■ **Task to complete**:
Output exactly the lines from the first line of the records below through the line containing "function paint(path, color)", both included, leaving out any pictures.

Stored data entries
========================================================================
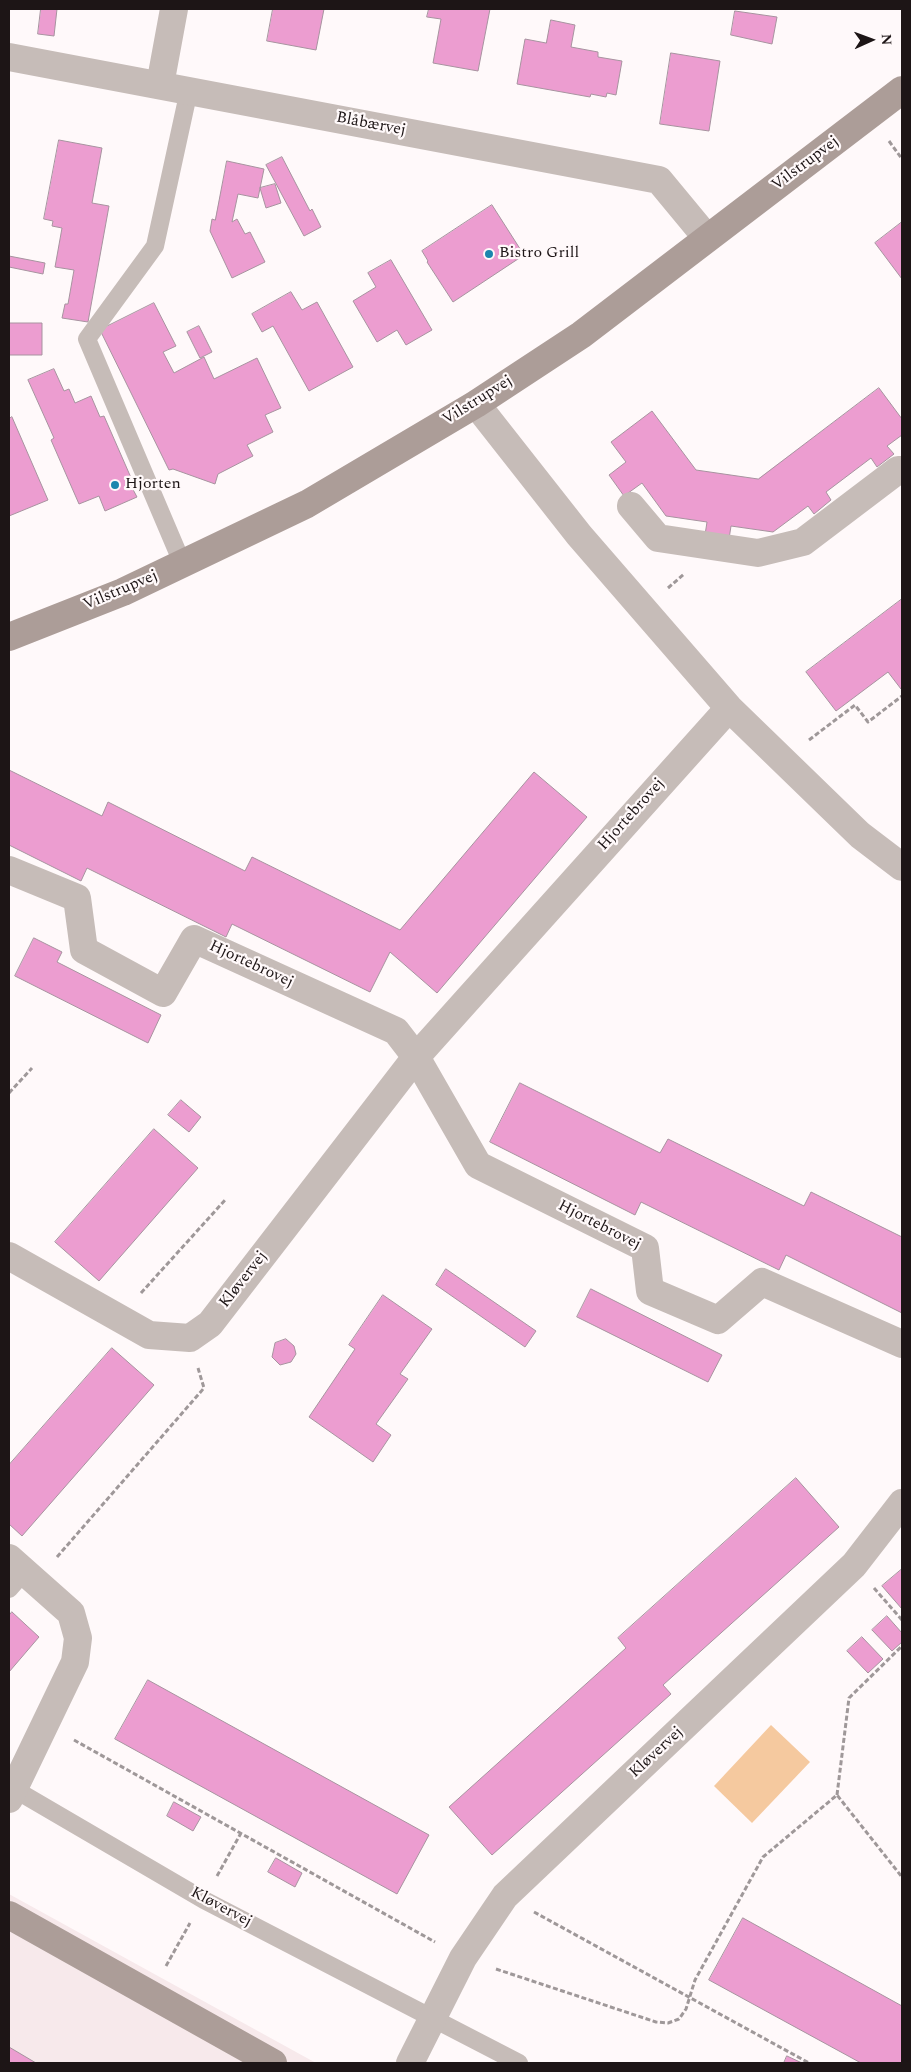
<!DOCTYPE html>
<html>
<head>
<meta charset="utf-8">
<style>
	body { margin:0 }
	#map { position:relative; width:911px; height:2072px; overflow:hidden; background:#fff9fa; font-family:Spectral,serif }
	canvas { display:block }
	.frame { position:absolute; inset:0; border:10px solid #1d1516; pointer-events:none }
	.north { position:absolute; left:846px; top:15px; width:50px; height:50px; -webkit-text-stroke:4px #fff9fa; paint-order:stroke; rotate:88deg; font-size:14px; font-weight:700; line-height:20px; text-align:center; color:#1d1516 }
	.north::after { content:''; display:block; margin:auto; width:18px; height:22px; background:#1d1516; clip-path:polygon(50% 0,100% 100%,50% 72%,0 100%) }
</style>
</head>
<body>
<div id="map">
<canvas width="911" height="2072"></canvas>
<div class="frame"></div>
<div class="north">N</div>
</div>
<script>
const g = document.querySelector('canvas').getContext('2d');
g.lineJoin = 'round';
function paint(path, color) {
  g.fillStyle = color;
  g.fill(path, 'evenodd');
}
function trace(path, color, width, dash) {
  g.strokeStyle = color;
  g.lineWidth = width;
  g.lineCap = dash ? 'butt' : 'round';
  g.setLineDash(dash || []);
  g.stroke(path);
}
function write(font, color, halo, rows, align = 'center') {
  g.font = font + ' Spectral,serif';
  g.lineWidth = 4.5;
  g.setLineDash([]);
  g.textBaseline = 'middle';
  g.strokeStyle = halo;
  g.fillStyle = color;
  for (const [text, x, y, turn = 0] of rows) {
    g.save();
    g.translate(x, y);
    g.rotate((+turn || 0) * Math.PI / 180);
    g.textAlign = isNaN(turn) ? turn : align;
    if (halo) g.strokeText(text, 0, 0);
    g.fillText(text, 0, 0);
    g.restore();
  }
}
const built = new Path2D(`
	M9 1894 316 2063H9Z`);
const green = new Path2D(`
	M771 1725 810 1762 752 1823 714 1786Z`);
const building = new Path2D(`
	M41 9H57L54 36 38 34Z
	M273 9H324L316 50 267 41Z
	M429 9H490L478 71 433 63 441 19 427 17Z
	M735 11 777 17 772 44 731 35Z
	M551 20 575 25 571 47 598 52V57L622 61 616 95 607 93 606 97 591 94 590 97 517 84 525 39 546 43Z
	M671 53 720 61 709 131 660 124Z
	M59 140 102 148 92 203 109 206 88 322 62 318 65 304H68L74 270 55 267 62 228 52 226 53 221 44 219Z
	M282 157 310 211 312 209 321 227 304 236 266 165Z
	M227 161 264 169 258 198 238 194 232 222 237 219 245 234 250 232 265 262 232 278 210 231 212 219 215 220Z
	M275 184 281 203 266 208 260 188Z
	M492 205 524 255 453 302 427 262 428 261 422 251Z
	M902 222V279L875 243Z
	M9 256 45 263 43 274 9 267Z
	M391 260 432 330 406 345 397 330 377 342 353 301 376 287 368 273Z
	M291 292 302 310 317 302 353 367 309 391 273 326 262 332 252 314Z
	M154 303 176 346 163 352 174 373 204 357 214 379 257 358 281 408 265 415 273 432 247 445 253 456 218 474 215 484 173 469 169 470 100 330Z
	M9 323H42V355H9Z
	M199 326 212 352 200 358 187 332Z
	M54 369 64 391 69 389 75 403 91 396 100 417 104 416 132 480 129 482 137 497 105 511 99 496 79 504 51 440 54 438 28 380Z
	M879 388 902 419V435L887 446 894 454 877 467 871 458 826 492 831 500 814 514 808 506 773 532 731 526 729 539 705 535 707 522 666 516 642 483 624 496 609 475 626 462 611 442 652 411 696 470 758 479Z
	M12 417 48 500 9 516V419Z
	M902 599V688L901 689 888 672 836 711 806 672Z
	M9 770 102 816 108 802 245 871 252 857 400 930 534 772 587 817 437 993 390 952 370 992 232 924 226 937 87 868 81 881 9 845Z
	M34 938 62 952 57 962 161 1015 148 1043 15 976Z
	M520 1083 660 1153 668 1139 804 1206 811 1192 902 1237V1313L786 1255 779 1270 641 1202 635 1215 490 1142Z
	M181 1100 201 1117 189 1132 168 1115Z
	M154 1129 198 1168 99 1281 55 1242Z
	M446 1269 536 1331 525 1347 436 1285Z
	M591 1289 722 1355 708 1382 577 1317Z
	M383 1295 432 1329 400 1374 408 1379 376 1424 391 1435 373 1462 309 1417 355 1349 349 1345Z
	M286 1339 294 1346 296 1354 291 1362 280 1365 272 1357 275 1343Z
	M112 1348 154 1385 22 1536 9 1524V1465Z
	M796 1478 839 1527 663 1685 671 1694 492 1855 449 1807 626 1648 618 1638Z
	M902 1569V1609L882 1586Z
	M12 1612 39 1637 9 1672V1616Z
	M887 1616 902 1633V1642L892 1651 872 1630Z
	M862 1637 883 1659 868 1673 847 1651Z
	M148 1680 429 1835 397 1894 115 1739Z
	M174 1802 201 1817 193 1831 167 1816Z
	M276 1858 302 1873 295 1887 268 1872Z
	M743 1918 902 2006V2063H861L709 1980Z
	M9 2047 36 2063H9Z
	M787 2056 802 2063H784Z`);
const path = new Path2D(`
	M889 141 902 159
	M668 588 684 574
	M809 740 855 705 868 722 902 696
	M9 1093 32 1068
	M141 1293 226 1199
	M57 1557 204 1388 198 1368
	M874 1588 902 1620
	M74 1740 435 1942
	M837 1795 849 1698 902 1646
	M217 1876 241 1833
	M534 1912 809 2063
	M166 1966 190 1923
	M496 1969 656 2022 668 2023 679 2019 686 2009 695 1980 763 1857 837 1795 902 1877`);
const lane = new Path2D(`
	M183 565 87 339 155 246 189 90
	M9 1589 24 1572
	M14 1789 204 1900 519 2063`);
const street = new Path2D(`
	M9 57 659 180 707 238
	M160 85 174 9
	M476 404 579 535 729 708 860 835 902 867
	M631 506 658 538 758 553 803 542 898 470H902
	M9 870 77 898 84 950 163 993 194 939 396 1031 416 1057 478 1165 645 1248 650 1291 718 1320 762 1282 902 1344
	M9 1256 149 1335 190 1338 210 1324 416 1057 729 708
	M9 1558 71 1613 78 1638 75 1662 9 1799
	M410 2063 463 1958 505 1896 854 1565 902 1503`);
const secondary = new Path2D(`
	M9 637 123 592 307 504 476 404 581 335 902 90
	M9 1915 273 2063`);
const markers = [
	[489,254,5,"#1b86ae"],
	[115,485,5,"#1b86ae"]
];
const streetNames = [
	["Blåbærvej",371,125,11],
	["Vilstrupvej",806,164,-37],
	["Vilstrupvej",478,401,-32],
	["Vilstrupvej",121,591,-23],
	["Hjortebrovej",632,815,-48],
	["Hjortebrovej",251,965,25],
	["Hjortebrovej",599,1226,27],
	["Kløvervej",244,1280,-52],
	["Kløvervej",657,1753,-43],
	["Kløvervej",221,1908,28]
];
const poiNames = [
	["Bistro Grill",499,254],
	["Hjorten",125,485]
];
paint(built, '#f7e9eb');
paint(green, '#f5c99f');
paint(building, '#ec9dd0');
trace(building, '#a7939f', 1);
trace(path, '#9f9899', 3, [5, 2.5]);
trace(lane, '#c6bcb8', 18);
trace(street, '#c6bcb8', 28);
trace(secondary, '#ac9d98', 28);
for (const [x, y, r, color] of markers) {
  const dot = new Path2D();
  dot.arc(x, y, r, 0, 2 * Math.PI);
  g.fillStyle = color;
  g.fill(dot);
  trace(dot, '#fff9fa', 2);
}
write('16px', '#1d1516', '#fff9fa', streetNames);
write('16px', '#1d1516', '#fff9fa', poiNames, 'left');
</script>
</body>
</html>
========================================================================
■ **Solution to this task**:
<!DOCTYPE html>
<html>
<head>
<meta charset="utf-8">
<style>
	body { margin:0 }
	#map { position:relative; width:911px; height:2072px; overflow:hidden; background:#fff9fa; font-family:Spectral,serif }
	canvas { display:block }
	.frame { position:absolute; inset:0; border:10px solid #1d1516; pointer-events:none }
	.north { position:absolute; left:846px; top:15px; width:50px; height:50px; -webkit-text-stroke:4px #fff9fa; paint-order:stroke; rotate:88deg; font-size:14px; font-weight:700; line-height:20px; text-align:center; color:#1d1516 }
	.north::after { content:''; display:block; margin:auto; width:18px; height:22px; background:#1d1516; clip-path:polygon(50% 0,100% 100%,50% 72%,0 100%) }
</style>
</head>
<body>
<div id="map">
<canvas width="911" height="2072"></canvas>
<div class="frame"></div>
<div class="north">N</div>
</div>
<script>
const g = document.querySelector('canvas').getContext('2d');
g.lineJoin = 'round';
function paint(path, color) {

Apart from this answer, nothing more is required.